Payas´a tabii olarak Abacılı cemaati, Boz Ulus'un harbe iştirak edeceğine dair Konya'da tanzim olunan 1689 (Hicri 1101) tarihli vesika (hüccet) eki defterde, zikredilmektedir..
16. yüzyılda İskenderun'da bir iskele mevcuttu. Payas da eskiden beri hem önemli bir liman hem de aynı zamanda hac ve ipek yolu ticaret kervanlarının anayol güzergâhında önemli bir karakoldu. Abacılı cemaati´de bugünkü manada bir koruculuk görevi ile Payas Derbendine tabii tüfenk endaz neferatı olarak (iyi tüfenk kullanan asker manasına) bu belgede adı geçmektedir.

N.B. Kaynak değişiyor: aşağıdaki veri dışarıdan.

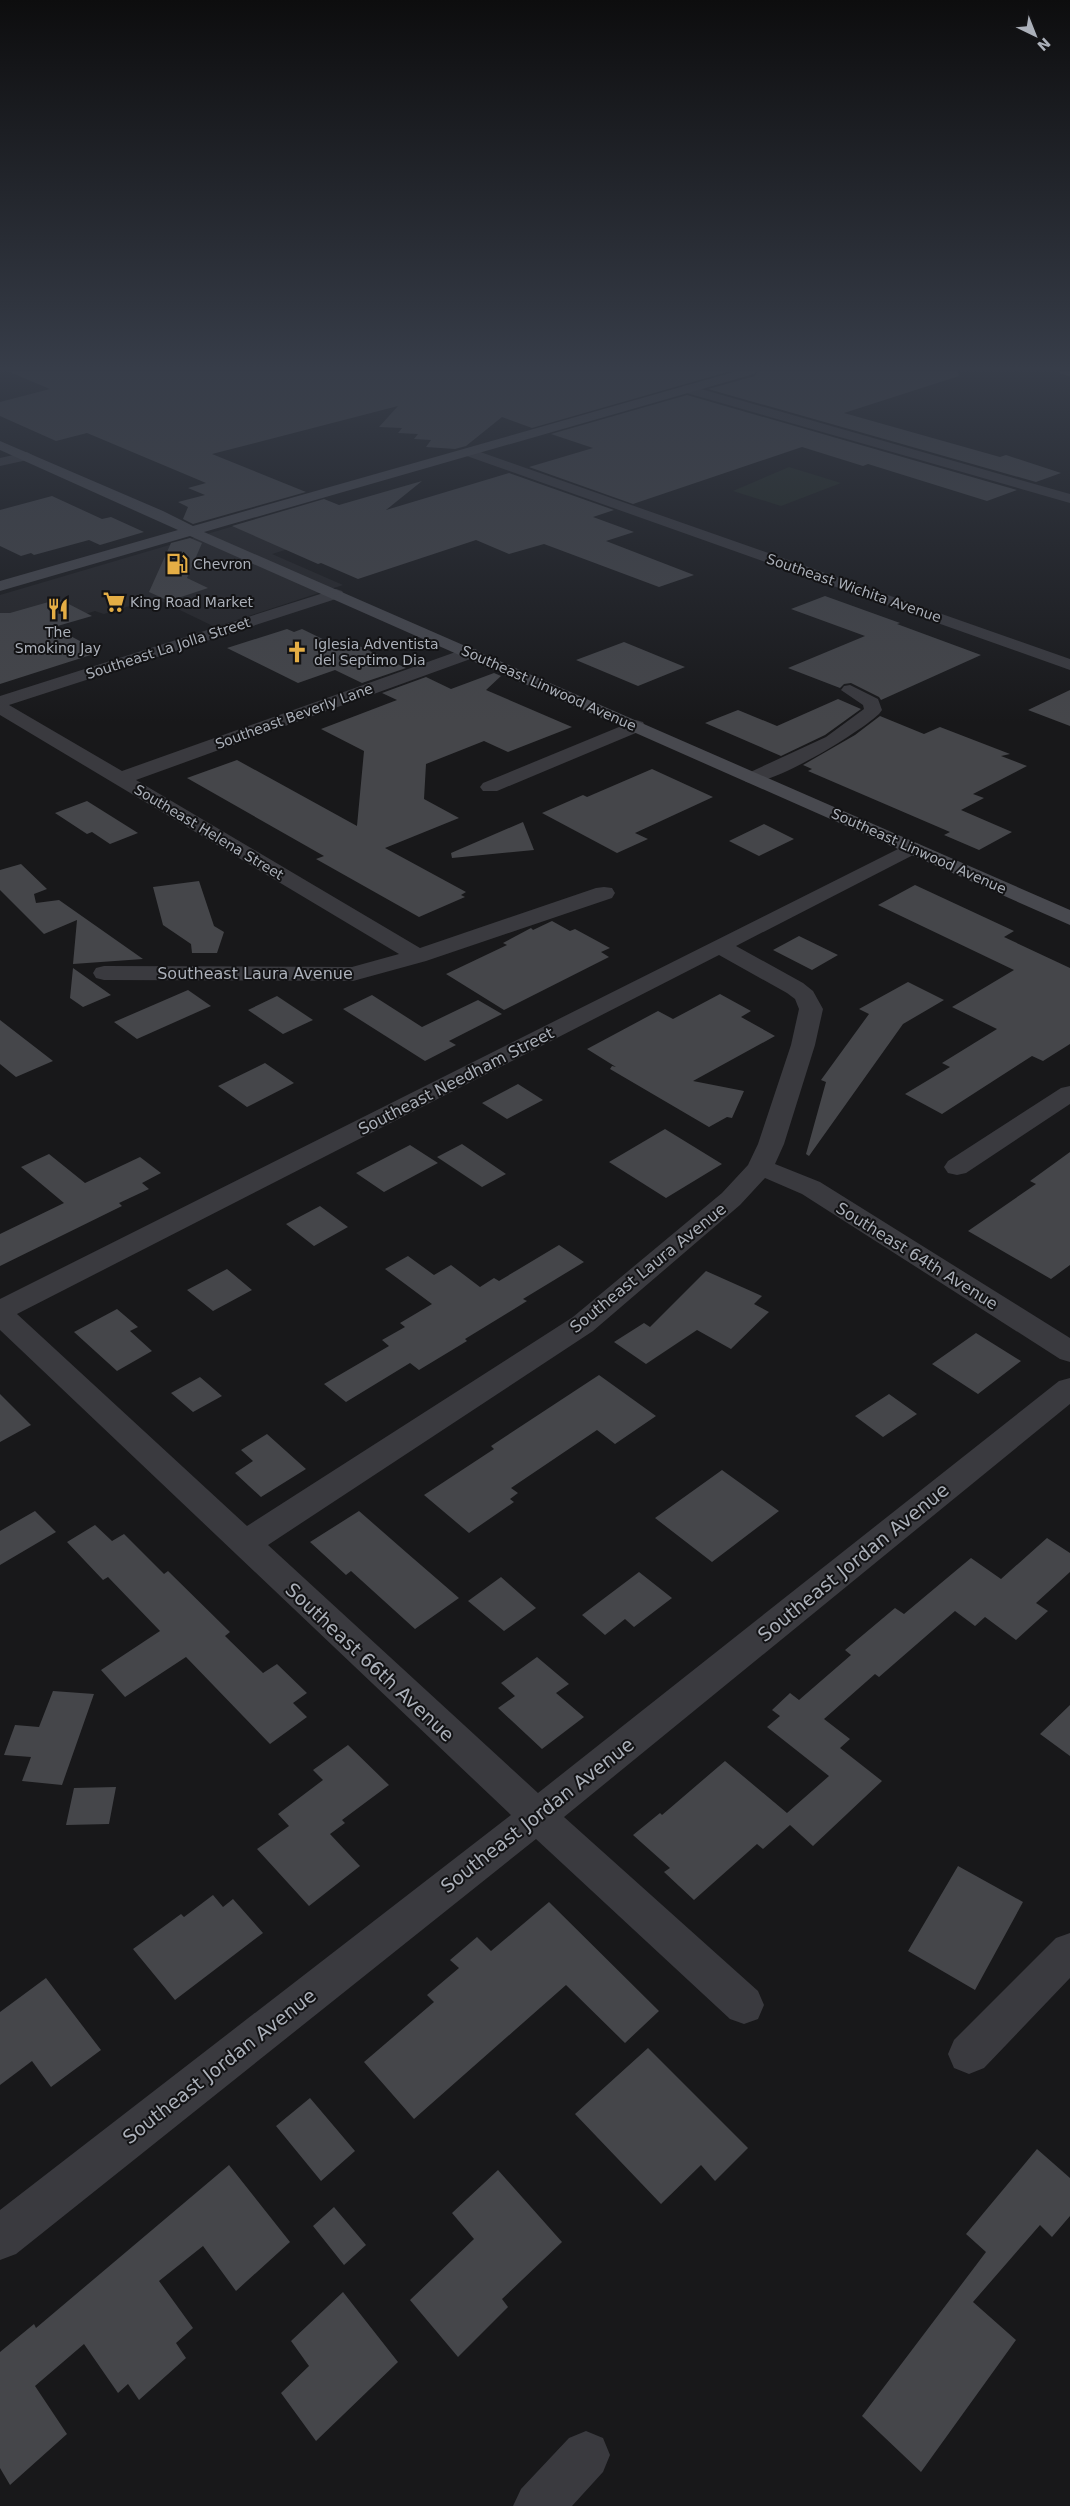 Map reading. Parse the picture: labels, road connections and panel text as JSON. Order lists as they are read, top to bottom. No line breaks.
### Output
{"streets":{"main road":["Southeast Linwood Avenue"],"street":["Southeast Wichita Avenue","Southeast La Jolla Street","Southeast Beverly Lane","Southeast Helena Street","Southeast Laura Avenue","Southeast Needham Street","Southeast 64th Avenue","Southeast Jordan Avenue","Southeast 66th Avenue"]},"crossings":[["Southeast La Jolla Street","Southeast Linwood Avenue"],["Southeast Linwood Avenue","Southeast Beverly Lane"],["Southeast Linwood Avenue","Southeast Needham Street"],["Southeast Beverly Lane","Southeast Helena Street"],["Southeast Helena Street","Southeast Laura Avenue"],["Southeast Laura Avenue","Southeast Needham Street"],["Southeast Laura Avenue","Southeast 64th Avenue"],["Southeast Laura Avenue","Southeast 66th Avenue"],["Southeast Needham Street","Southeast 66th Avenue"],["Southeast Jordan Avenue","Southeast 66th Avenue"]],"places":{"fuel station":["Chevron"],"supermarket":["King Road Market"],"restaurant":["The Smoking Jay"],"church":["Iglesia Adventista del Septimo Dia"]},"north":"bottom right"}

XVI. yüzyılda tam göçebe hayatı geçiren başlıca iki topluluk vardı; Bunlardan biri Halep bölgesinde yaşayan ve yazın Uzun-Yayla ile Sivas'ın güney taraflarına çıkan Halep Türkmenleri, diğeri de Boz Ulus idi. Boz Ulus, Mardin'in güneyinde, Fırat kıyılarında kışlamakta ve Erzurum-Erzincan arasında yaylamakta idi. Halep Türkmenleri'nin Kanunî devrindeki (1540) vergi nüfusu 9316 hânedir. Boz-Ulus'unki ise, Dulkadir kolu da dahil olmak üzere, 68 mücerred, 7325 evli ve toplam olarak 8013 vergi nüfusundan ibaretti.

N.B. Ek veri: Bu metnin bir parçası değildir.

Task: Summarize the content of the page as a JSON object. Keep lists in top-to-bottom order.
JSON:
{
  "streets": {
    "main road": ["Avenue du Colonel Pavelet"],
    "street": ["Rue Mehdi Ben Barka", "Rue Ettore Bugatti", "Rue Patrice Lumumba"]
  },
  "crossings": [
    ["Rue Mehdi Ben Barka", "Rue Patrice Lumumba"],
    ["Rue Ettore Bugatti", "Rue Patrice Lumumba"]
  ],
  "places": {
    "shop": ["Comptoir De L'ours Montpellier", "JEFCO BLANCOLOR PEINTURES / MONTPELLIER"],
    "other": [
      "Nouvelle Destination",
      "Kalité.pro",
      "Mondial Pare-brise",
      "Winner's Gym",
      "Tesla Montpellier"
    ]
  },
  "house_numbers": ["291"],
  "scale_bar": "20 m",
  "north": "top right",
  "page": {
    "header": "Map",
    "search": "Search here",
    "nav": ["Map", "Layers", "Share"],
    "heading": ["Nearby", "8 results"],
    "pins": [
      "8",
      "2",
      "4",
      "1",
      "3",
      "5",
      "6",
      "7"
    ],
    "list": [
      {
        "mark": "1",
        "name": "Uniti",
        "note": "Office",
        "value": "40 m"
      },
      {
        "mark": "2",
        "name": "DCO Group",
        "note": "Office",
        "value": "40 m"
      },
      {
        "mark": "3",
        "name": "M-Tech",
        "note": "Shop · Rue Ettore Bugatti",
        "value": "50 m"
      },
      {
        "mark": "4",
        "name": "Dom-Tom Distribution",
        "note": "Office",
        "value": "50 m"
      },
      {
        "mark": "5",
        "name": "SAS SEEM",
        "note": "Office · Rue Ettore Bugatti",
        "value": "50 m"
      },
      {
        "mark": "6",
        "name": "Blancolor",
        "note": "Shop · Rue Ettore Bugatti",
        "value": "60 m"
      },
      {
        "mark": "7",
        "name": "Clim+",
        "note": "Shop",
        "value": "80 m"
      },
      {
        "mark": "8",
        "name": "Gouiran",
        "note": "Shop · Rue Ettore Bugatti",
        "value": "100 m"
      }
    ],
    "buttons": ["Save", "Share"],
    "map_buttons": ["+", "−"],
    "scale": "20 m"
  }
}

Boz-Ulus 1613 tarihinde Orta-Anadolu bölgesine geldi. Bu elin eski yurdunda, pek az bir kısmı kalmıştı. Bununla beraber Doğu ve Güney Doğu Anadolu'da, dirlik düzenliğin ortadan kalkması ile Boz Ulus'un idarecilerinin, mahalli bey ve hakimlerin baskısına ve şakilerin saldırılarına maruz kalmaları bu göçmenin en başta gelen sebebi olmalıdır.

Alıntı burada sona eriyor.